TAB: Doug, tell me about the configuration of Twisted Christmas 1.0.
DAB: Twisted Christmas uses a motor harvested from a broken office shredder that has had a lifetime of not-for-profit use. We stripped the gears (there were initial efforts to use them). Inspired by Junkyard Wars, a flower pot was used to increase the gear ratio in order keep the tree from spinning too fast. This aim was supplemented by an external electrical junction box to further decrease the power unleashed by the paper chewing monster.
TAB: Um, Dad - any b.s. to add?
WFB: We deployed the principles of Rube Goldberg and Junkyard Wars to bring this fiasco to fruition.
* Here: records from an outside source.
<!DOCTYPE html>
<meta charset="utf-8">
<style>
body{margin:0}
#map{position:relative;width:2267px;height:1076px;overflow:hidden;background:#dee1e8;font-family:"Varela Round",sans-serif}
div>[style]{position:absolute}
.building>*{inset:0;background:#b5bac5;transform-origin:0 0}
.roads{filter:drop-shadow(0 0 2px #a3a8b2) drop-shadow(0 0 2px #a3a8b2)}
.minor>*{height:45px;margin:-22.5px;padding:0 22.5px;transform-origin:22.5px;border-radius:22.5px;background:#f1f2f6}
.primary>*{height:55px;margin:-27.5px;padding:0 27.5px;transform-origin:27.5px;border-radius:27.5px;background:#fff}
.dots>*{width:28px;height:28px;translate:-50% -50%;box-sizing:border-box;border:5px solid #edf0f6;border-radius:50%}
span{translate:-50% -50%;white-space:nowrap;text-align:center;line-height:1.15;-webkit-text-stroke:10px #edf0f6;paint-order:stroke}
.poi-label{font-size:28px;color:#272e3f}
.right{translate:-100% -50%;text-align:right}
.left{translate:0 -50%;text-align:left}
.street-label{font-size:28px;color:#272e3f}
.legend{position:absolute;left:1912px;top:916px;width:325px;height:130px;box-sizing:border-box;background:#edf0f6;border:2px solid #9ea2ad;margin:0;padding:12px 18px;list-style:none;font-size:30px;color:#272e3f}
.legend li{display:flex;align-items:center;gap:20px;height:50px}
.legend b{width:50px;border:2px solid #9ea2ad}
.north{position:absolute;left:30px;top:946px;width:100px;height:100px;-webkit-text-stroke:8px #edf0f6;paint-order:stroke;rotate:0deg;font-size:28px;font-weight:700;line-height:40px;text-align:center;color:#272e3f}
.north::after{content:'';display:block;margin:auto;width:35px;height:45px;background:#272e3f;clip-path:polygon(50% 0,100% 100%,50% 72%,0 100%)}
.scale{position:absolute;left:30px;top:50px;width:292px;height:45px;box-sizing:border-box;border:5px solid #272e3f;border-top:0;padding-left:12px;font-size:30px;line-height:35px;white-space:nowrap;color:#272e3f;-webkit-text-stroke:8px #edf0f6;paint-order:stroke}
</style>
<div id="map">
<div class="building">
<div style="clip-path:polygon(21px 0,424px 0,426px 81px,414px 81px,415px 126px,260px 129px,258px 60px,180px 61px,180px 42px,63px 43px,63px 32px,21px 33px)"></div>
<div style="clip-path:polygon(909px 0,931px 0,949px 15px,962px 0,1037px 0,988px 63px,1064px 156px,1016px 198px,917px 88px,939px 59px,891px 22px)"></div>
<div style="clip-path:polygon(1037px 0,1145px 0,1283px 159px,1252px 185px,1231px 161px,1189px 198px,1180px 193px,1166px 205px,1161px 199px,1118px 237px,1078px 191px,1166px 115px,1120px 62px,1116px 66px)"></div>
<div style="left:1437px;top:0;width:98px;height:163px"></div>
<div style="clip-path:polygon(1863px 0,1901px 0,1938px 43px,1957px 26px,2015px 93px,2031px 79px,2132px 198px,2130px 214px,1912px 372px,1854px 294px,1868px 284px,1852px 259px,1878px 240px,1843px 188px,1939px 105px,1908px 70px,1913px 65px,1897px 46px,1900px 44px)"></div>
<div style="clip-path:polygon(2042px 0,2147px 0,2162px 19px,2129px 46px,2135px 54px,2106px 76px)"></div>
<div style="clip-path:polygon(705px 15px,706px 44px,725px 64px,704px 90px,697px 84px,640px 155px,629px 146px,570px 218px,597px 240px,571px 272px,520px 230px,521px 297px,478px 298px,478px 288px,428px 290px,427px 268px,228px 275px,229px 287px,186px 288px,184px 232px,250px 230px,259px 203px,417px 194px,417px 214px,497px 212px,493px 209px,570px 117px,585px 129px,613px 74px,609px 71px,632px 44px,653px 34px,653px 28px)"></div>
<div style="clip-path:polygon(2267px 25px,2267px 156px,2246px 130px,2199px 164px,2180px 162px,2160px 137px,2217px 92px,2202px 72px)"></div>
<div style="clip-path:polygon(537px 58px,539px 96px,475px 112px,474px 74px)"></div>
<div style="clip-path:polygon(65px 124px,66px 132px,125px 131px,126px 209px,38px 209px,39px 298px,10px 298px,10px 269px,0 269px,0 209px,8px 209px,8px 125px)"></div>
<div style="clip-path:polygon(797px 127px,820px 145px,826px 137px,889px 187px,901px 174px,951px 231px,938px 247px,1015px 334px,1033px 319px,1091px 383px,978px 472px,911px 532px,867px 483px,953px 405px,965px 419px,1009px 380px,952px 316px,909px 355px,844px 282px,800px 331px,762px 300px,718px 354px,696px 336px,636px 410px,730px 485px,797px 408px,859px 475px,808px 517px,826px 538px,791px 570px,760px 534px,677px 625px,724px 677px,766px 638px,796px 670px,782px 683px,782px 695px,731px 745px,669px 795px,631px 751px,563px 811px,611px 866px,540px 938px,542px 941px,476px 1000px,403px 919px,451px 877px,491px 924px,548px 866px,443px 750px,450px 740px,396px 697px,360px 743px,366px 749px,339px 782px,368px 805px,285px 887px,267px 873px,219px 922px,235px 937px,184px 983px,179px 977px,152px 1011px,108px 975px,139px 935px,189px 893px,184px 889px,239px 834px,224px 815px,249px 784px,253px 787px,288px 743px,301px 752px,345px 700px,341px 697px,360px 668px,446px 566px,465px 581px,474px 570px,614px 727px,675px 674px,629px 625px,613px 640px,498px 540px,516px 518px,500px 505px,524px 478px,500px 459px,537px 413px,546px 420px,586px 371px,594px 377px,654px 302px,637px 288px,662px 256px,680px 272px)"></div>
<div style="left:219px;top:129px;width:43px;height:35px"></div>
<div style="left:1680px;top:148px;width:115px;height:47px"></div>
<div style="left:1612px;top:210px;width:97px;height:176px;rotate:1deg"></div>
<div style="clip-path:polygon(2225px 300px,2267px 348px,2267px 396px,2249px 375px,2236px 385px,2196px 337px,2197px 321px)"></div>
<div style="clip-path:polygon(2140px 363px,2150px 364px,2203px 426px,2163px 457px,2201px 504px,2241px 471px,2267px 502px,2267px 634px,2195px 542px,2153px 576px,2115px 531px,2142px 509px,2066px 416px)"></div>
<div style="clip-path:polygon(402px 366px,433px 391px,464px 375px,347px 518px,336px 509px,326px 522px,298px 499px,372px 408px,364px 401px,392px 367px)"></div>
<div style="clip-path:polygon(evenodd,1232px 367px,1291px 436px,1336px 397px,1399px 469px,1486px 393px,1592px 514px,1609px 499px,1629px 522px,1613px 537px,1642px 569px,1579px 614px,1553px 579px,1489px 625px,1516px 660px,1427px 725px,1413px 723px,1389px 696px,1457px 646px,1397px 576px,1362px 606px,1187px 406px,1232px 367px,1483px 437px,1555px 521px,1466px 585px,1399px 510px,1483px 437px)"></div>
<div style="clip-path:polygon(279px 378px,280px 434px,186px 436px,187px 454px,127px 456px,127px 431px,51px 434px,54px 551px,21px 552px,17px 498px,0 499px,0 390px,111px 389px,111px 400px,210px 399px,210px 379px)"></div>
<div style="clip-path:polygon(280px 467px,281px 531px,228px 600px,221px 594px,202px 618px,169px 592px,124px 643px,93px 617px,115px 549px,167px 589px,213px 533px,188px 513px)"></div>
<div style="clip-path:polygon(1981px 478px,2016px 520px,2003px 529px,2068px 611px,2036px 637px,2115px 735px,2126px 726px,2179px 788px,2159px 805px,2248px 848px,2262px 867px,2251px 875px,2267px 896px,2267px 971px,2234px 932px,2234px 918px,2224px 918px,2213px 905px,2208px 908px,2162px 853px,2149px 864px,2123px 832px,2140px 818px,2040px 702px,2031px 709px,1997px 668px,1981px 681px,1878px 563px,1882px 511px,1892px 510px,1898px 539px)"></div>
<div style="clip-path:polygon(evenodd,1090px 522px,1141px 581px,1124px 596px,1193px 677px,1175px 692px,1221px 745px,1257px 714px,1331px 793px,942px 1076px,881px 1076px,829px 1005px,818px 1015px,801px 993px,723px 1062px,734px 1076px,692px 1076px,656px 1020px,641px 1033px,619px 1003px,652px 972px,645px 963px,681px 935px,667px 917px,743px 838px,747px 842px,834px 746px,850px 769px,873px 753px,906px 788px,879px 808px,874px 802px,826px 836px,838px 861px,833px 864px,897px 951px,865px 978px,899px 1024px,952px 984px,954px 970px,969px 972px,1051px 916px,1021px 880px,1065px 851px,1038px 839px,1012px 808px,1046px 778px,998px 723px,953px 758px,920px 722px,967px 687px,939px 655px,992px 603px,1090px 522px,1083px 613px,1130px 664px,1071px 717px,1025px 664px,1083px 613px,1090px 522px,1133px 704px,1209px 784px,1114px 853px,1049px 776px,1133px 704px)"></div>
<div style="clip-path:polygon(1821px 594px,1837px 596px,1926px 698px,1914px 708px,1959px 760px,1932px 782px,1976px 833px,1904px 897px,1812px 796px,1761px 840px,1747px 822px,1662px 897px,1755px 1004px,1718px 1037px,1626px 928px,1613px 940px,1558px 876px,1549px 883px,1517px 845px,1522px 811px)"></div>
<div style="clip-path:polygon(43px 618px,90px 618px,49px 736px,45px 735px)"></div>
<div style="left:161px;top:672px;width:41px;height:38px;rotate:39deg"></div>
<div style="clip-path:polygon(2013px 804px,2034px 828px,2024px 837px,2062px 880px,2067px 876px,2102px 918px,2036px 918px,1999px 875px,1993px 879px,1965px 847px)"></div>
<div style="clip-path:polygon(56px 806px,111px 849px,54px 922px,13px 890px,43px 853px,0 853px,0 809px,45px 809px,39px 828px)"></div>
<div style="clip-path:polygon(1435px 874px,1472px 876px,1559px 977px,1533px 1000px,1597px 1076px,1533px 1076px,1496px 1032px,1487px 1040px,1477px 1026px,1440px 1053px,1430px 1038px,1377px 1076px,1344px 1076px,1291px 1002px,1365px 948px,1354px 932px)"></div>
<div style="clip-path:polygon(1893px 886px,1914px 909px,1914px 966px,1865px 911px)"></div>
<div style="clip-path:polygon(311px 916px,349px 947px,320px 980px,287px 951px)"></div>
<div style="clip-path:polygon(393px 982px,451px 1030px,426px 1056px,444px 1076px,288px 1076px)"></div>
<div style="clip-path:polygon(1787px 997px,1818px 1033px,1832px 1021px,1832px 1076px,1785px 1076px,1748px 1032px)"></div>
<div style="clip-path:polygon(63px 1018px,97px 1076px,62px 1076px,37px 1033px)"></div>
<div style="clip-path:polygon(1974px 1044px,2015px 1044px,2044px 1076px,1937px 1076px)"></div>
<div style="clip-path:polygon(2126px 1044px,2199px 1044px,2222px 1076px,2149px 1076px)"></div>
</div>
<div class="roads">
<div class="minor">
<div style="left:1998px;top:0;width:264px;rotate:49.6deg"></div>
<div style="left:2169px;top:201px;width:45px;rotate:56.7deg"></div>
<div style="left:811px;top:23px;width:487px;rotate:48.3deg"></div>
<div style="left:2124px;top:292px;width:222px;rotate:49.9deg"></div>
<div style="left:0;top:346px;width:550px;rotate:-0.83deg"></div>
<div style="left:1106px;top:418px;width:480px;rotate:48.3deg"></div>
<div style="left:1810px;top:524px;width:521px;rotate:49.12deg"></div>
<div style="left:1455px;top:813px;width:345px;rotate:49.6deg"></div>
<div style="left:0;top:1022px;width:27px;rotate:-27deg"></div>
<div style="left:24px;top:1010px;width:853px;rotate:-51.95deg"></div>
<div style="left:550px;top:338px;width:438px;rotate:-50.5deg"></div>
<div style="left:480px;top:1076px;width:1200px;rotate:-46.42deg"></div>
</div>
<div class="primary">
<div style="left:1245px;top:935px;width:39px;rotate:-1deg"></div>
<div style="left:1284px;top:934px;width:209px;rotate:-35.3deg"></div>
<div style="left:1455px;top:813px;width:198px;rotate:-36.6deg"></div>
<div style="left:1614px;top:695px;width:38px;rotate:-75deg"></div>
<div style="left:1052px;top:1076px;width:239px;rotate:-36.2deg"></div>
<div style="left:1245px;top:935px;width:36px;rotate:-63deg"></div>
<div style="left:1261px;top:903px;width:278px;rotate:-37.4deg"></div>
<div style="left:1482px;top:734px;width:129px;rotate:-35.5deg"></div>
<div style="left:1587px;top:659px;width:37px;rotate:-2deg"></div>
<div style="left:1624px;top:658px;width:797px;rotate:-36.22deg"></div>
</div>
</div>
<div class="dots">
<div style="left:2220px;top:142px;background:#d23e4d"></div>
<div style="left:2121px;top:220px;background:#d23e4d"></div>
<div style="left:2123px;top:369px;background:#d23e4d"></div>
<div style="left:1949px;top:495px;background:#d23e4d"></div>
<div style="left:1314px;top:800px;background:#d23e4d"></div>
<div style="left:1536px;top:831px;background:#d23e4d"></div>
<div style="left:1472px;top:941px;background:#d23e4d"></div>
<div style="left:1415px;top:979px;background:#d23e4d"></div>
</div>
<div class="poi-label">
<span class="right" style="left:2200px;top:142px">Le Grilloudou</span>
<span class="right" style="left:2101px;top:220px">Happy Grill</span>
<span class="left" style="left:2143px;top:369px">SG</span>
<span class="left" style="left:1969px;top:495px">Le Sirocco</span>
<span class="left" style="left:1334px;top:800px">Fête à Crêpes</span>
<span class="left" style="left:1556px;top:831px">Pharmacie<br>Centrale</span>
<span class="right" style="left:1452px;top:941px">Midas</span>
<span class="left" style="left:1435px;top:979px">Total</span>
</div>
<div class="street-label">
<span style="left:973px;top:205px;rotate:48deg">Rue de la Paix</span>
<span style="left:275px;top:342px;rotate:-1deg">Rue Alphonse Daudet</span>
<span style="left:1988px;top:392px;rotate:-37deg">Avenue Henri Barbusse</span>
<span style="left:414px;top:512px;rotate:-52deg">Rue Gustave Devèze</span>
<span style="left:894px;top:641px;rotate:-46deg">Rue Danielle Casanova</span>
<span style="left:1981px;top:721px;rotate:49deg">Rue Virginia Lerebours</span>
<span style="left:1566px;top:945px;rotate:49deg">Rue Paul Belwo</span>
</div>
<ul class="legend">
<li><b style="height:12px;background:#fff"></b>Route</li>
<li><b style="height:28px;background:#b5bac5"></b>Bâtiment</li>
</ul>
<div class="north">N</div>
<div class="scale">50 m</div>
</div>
Some of the designs were based on low-risk-speed-into torque capacity of the drive mechanism. We diligently avoided precision and used flexible alignments and mounting of the drive mechanism. One of the constraints we maintained was the superstructure from a previously failed deployment to reduce the gears driving the platform; this failed because one of the gears stripped itself in the process. Instead of redesigning the superstructure, we kept it as a restraint for a pulley-and-belt speed reduction deployment - again based on the best principles of Rube Goldberg. Incidentally, the Tree needed to be secured with four washer-screw combinations to prevent serious injury to observers.
In the absence of a slip-ring, a large extension cord was used to allow a lighted implementation of Twisted Christmas. Consumers can anticipate a fully-automated, slip-ring supported design with Twisted Christmas 2.0 One of the features of the shredder is a motor reversal, allowing an uncoiling of the extension cord and recoiling at will, this feature may be more fully realized in 2.0.
Well everyone, I hope your long weekend was filled with as much laughter as Twisted Christmas 1.0 inspired here. If not, keep an eye on the stores for the commercial debut of our product - and you too can have your own twisted holiday. Happy holidays and best wishes for 2007.
Video of the design and production phase.
Video of the Implementation.
Note: No animals (excluding people) were harmed, and all warning labels were removed thereby nullifying any warranties or liability of the parts' producers. No live shrubbery were used, abused or otherwise sacrificed in this process.